Fading Hopes of a U.S.-Sino Trade Deal Hammers Share Prices

December 3, 2019

Evidence keeps mounting that a near-term trade deal is slipping away. President Trump denied any deadline and hinted that a phase I agreement will not happen before next year. Angry about the U.S. congress’s resolution of support for Hong Kong protesters and perceived U.S. interference in Chinese domestic affairs on the mainland, Beijing officials reportedly are preparing a list of U.S. companies to be shunned.

U.S. equities have dropped over 1.0% today. So too have markets in Canada, the U.K., France Italy, and Australia, but China’s equity market shows a slight gain. Japan’s Nikkei closed down 0.6%.

Ten-year sovereign debt yields have fallen 10 basis points in the U.S., 6 basis points in Germany, France and Spain, 5 bps in the U.K. and 3 bps in Italy.
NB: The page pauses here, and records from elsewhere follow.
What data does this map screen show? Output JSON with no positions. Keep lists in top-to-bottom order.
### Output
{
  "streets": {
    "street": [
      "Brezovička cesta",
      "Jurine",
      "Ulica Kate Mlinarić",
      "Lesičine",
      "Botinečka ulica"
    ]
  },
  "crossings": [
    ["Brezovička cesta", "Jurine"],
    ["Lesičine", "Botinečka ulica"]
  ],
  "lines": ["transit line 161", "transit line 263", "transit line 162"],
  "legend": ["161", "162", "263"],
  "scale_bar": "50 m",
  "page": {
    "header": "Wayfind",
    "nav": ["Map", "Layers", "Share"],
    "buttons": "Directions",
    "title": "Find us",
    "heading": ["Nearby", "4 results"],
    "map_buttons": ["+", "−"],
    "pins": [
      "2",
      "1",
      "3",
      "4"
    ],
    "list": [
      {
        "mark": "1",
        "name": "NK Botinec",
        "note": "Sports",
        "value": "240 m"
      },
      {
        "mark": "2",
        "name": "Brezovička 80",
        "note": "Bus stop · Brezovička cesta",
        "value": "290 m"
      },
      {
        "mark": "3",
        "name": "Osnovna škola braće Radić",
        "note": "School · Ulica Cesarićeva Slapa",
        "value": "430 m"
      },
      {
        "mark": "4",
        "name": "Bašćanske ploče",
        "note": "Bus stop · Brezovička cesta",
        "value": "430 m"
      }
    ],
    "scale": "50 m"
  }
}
The  wave of risk aversion lifted gold over 1.0% and depressed the price of WTI  oil by 0.4%.

The dollar rose 0.3% against the yuan but fell 0.5% against the Swiss franc, 0.3% relative to sterling, 0.2% vis-a-vis the Aussie dollar and yen and 0.1% versus the kiwi. The dollar so far on net today is unchanged against the euro, loonie and peso.

The Reserve Bank of Australia Board left its official cash rate unchanged at a record low of 0.75%, which was reached after a recent trio of 25-basis point cuts in June, July and October. Similar to a statement released after the November meeting, today’s explanatory statement projects low interest rates for an extended period of time and warns that further easing will be undertaken if trends in consumer prices and the labor market fail to track along desired improving paths. Wages are too subdued, and unemployment needs to fall. Growth is projected to accelerated a bit, and a gradual rise in inflation to 2% in 2020-21 is also thought likely. The statement observes low interest rates in other countries.
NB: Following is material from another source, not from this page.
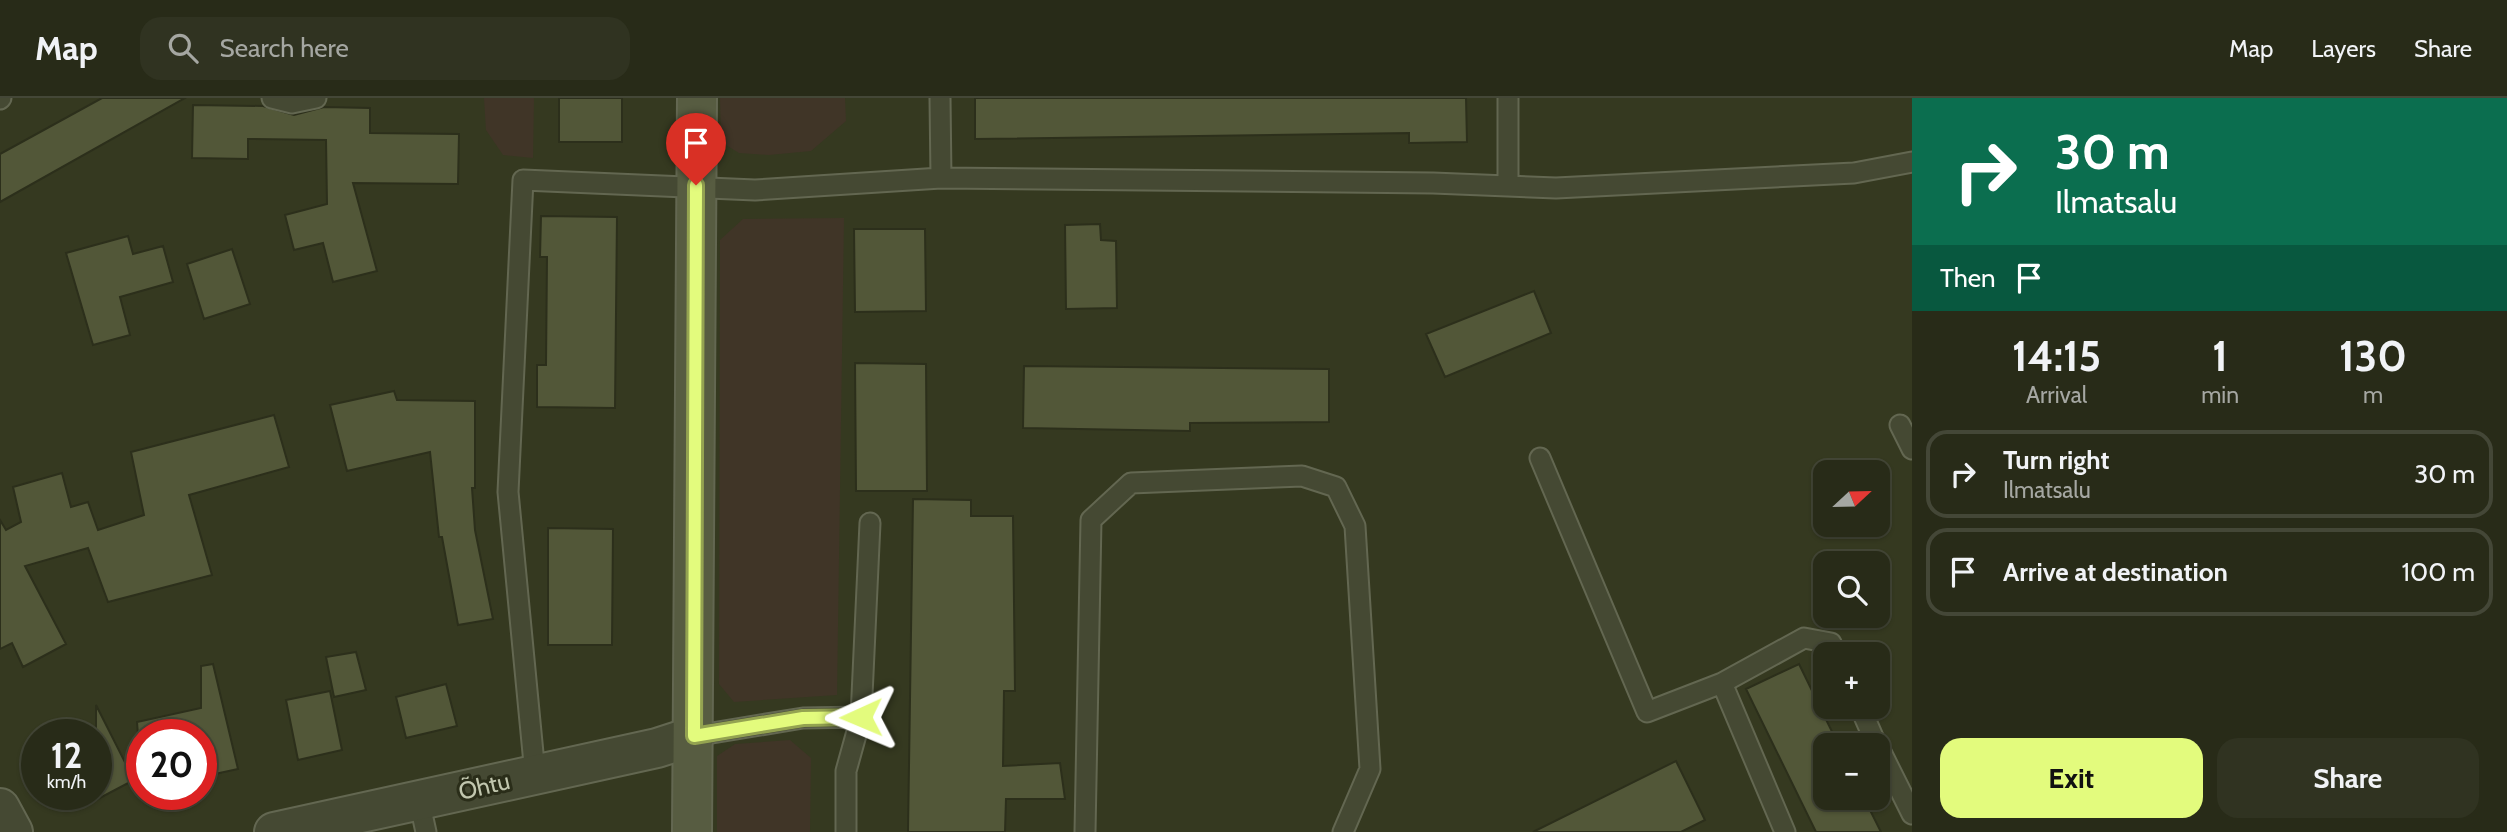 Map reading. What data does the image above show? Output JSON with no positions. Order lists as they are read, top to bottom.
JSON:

Central banks are also being reviewed today in Poland and Chile.

Producer prices in the euro area rose 0.1% in October but posted their greatest year-on-year decline (1.9%) in 38 months. Energy prices were 7.9% lower than a year earlier, and all other producer prices collectively were up only 0.3%.
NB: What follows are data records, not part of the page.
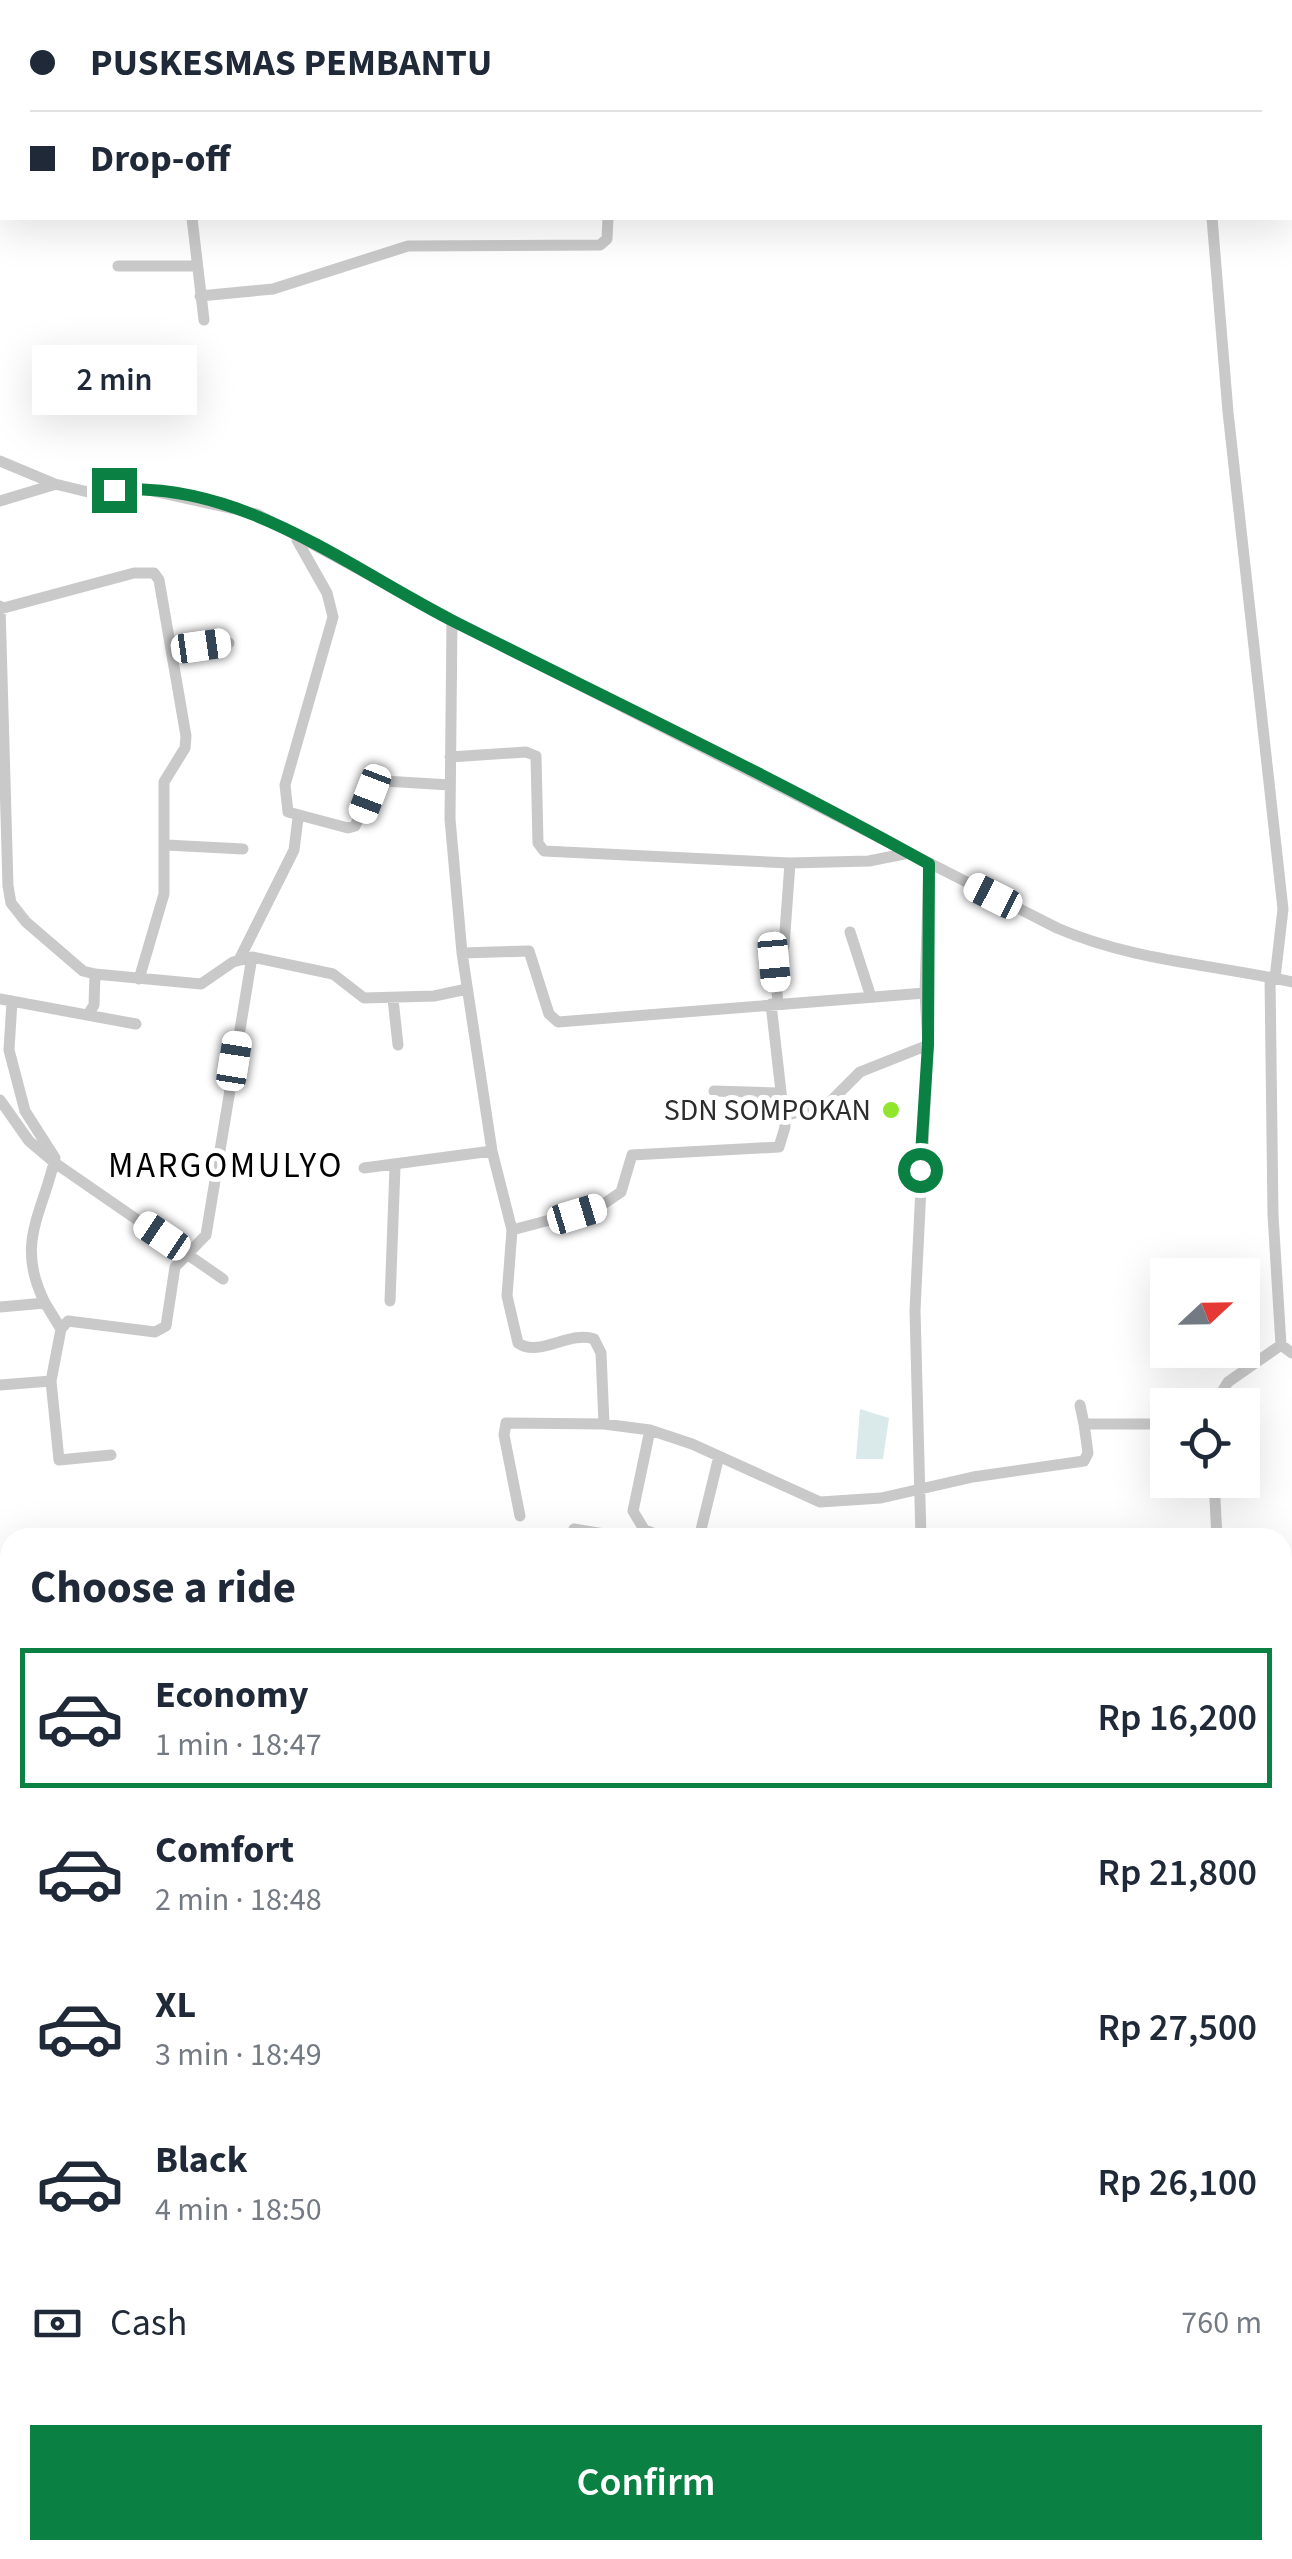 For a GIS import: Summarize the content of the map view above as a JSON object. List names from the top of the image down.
{
  "districts": ["MARGOMULYO"],
  "places": ["SDN SOMPOKAN"],
  "north": "right",
  "page": {
    "banner": ["PUSKESMAS PEMBANTU", "Drop-off"],
    "bubble": "2 min",
    "heading": "Choose a ride",
    "list": [
      {
        "name": "Economy",
        "note": "1 min · 18:47",
        "value": "Rp 16,200"
      },
      {
        "name": "Comfort",
        "note": "2 min · 18:48",
        "value": "Rp 21,800"
      },
      {
        "name": "XL",
        "note": "3 min · 18:49",
        "value": "Rp 27,500"
      },
      {
        "name": "Black",
        "note": "4 min · 18:50",
        "value": "Rp 26,100"
      }
    ],
    "pay": ["Cash", "760 m"],
    "buttons": "Confirm"
  }
}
South Korean real GDP in the third quarter of 2019 was confirmed at the preliminary growth estimates, that is a 2-quarter low rise of 0.4% versus 2Q and a year-on-year 2.0% advance, which matches the second-quarter result.

Third-quarter real GDP in South Africa contracted 0.6% on quarter at an annualized rate. This depressed on-year growth to a mere 0.1% from 0.9% in the second quarter and 1.3% in the third quarter of 2018.

A 0.6% rise of Brazilian real GDP last quarter was the most since the first quarter of 2018. On-year growth of 1.2% represents a three-quarter high. Brazil’s trade balance in the first 11 months of 2019 ($41.08 billion) was 20.4% smaller than a year earlier.

Australia’s current account surplus widened to a record high of A$ 7.855 billion in 3Q19 and compares with a A$ 10.188 billion deficit in the third quarter of 2018.

Swiss consumer price inflation stayed negative in November but accelerated to -0.1%. An on-year CPI drop of 0.3% in October had been the largest such drop since December 2016.

Turkish CPI inflation rebounded from a 3-year low of 8.55% in October to a 3-month  high of 10.56% in November. Core CPI inflation increased 2.6 percentage points to 9.25%.

On-year growth in Japan’s monetary base of 3.2% in October-November matched the pace of the third quarter but was down from 4.0% in the first half of this year, 7.3% in 2018, and 17.0% in 2017. The base is the monetary aggregate over which the central bank exerts most direct control.

British same-store sales posted a record 4.9% on-year decline in November. There had been a 0.1% on-year uptick in October.

The British construction purchasing managers index rose 1.1 points to a 4-month high of 45.3 in November, indicating the slowest rate of contraction since July.

The global manufacturing PMI in November moved above the 50 line of neutrality in November for the first time in seven months, but such improvement is unlikely to endure given the recent deterioration in U.S.-Sino trade talks.

Non-oil private purchasing manager surveys for November revealed a 26-month low of 47.9 in Egypt but a 51-month highof 58.3 in Saudi Arabia‘s economy.